The company signed a letter of intent with Niedersachsen Ports to secure a 32-hectare industrial land plot to build the lithium chemical plant. The facility is planned to produce 40,000 tonnes/year of battery-grade lithium products – roughly 30,000 t/y of lithium hydroxide and 10,000 t/y of lithium carbonate. First production is slated for 2026.
Commenting on the site selection, Lower Saxony minister of economic affairs Olaf Lies highlights the 100% renewable power supply available to the refinery. “It has always been our ambition to develop our coast into a gateway and a hub for clean energy for the whole of Germany,” he says. “The opportunity is great because industry follows energy.
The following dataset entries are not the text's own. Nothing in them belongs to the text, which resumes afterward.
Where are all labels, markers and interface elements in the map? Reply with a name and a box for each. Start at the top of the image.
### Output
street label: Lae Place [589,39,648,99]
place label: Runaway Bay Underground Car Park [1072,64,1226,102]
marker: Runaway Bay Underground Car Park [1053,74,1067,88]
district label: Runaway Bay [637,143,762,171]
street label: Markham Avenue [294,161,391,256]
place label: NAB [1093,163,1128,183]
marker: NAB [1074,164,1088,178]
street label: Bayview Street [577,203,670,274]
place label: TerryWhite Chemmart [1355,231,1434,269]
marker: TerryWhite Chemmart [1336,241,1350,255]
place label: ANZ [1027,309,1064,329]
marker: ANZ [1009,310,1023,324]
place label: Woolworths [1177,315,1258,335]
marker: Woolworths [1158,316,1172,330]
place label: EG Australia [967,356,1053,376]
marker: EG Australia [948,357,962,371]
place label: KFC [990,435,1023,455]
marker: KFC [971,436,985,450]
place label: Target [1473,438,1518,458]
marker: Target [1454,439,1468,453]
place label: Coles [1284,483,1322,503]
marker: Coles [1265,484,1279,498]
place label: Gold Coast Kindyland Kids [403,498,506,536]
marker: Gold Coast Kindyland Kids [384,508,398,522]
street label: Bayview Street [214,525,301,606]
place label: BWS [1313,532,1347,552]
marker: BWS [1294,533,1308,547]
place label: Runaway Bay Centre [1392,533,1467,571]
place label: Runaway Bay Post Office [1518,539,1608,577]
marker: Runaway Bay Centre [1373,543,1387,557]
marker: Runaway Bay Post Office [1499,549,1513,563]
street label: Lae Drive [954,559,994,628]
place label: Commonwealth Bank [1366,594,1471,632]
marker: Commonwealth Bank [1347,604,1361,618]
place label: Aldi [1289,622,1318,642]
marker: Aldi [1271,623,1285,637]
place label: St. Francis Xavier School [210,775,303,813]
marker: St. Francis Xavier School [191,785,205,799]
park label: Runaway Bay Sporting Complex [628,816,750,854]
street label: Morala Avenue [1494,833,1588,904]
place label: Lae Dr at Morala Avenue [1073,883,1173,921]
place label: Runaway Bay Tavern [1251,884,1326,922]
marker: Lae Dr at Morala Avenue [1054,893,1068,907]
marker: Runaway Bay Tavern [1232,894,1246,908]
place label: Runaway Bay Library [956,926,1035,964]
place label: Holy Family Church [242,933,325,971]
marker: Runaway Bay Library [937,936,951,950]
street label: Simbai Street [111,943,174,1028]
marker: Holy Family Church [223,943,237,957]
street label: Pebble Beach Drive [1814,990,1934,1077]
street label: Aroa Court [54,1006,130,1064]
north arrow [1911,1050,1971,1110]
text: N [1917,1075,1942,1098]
Settlement takes place where energy is available – preferably cheaply and cleanly.”
Livista’s ceo Daniel Bloor adds Germany offers a clear policy towards electrification and battery cell production. “We will have access to the right partners and create even shorter, cleaner, more sustainable supply chains with embedded resilience,” he adds.
France’s Technip Energies should start the project’s front-end engineering and design (FEED) study soon, targeting completion in 2024. A final investment decision is expected after that.
The refinery will produce enough lithium chemical to power 850,000 EVs per year, but Livista already indicated ambitions to double its capacity at a later stage. By 2030, 50% of the first plant’s feedstock should be coming from recycled sources, which the Lower Saxony region sees as a pioneering move in the circular economy.
Earlier this year, Livista announced plans to build a spodumene concentrate conversion facility in Ghana in partnership with CAA Mining to feed its European refinery. The company was also investigating whether UK feedstock could be part of its supply chain, backed by a £9.4 million ($11.9m) grant from the UK’s Automotive Transformation Fund.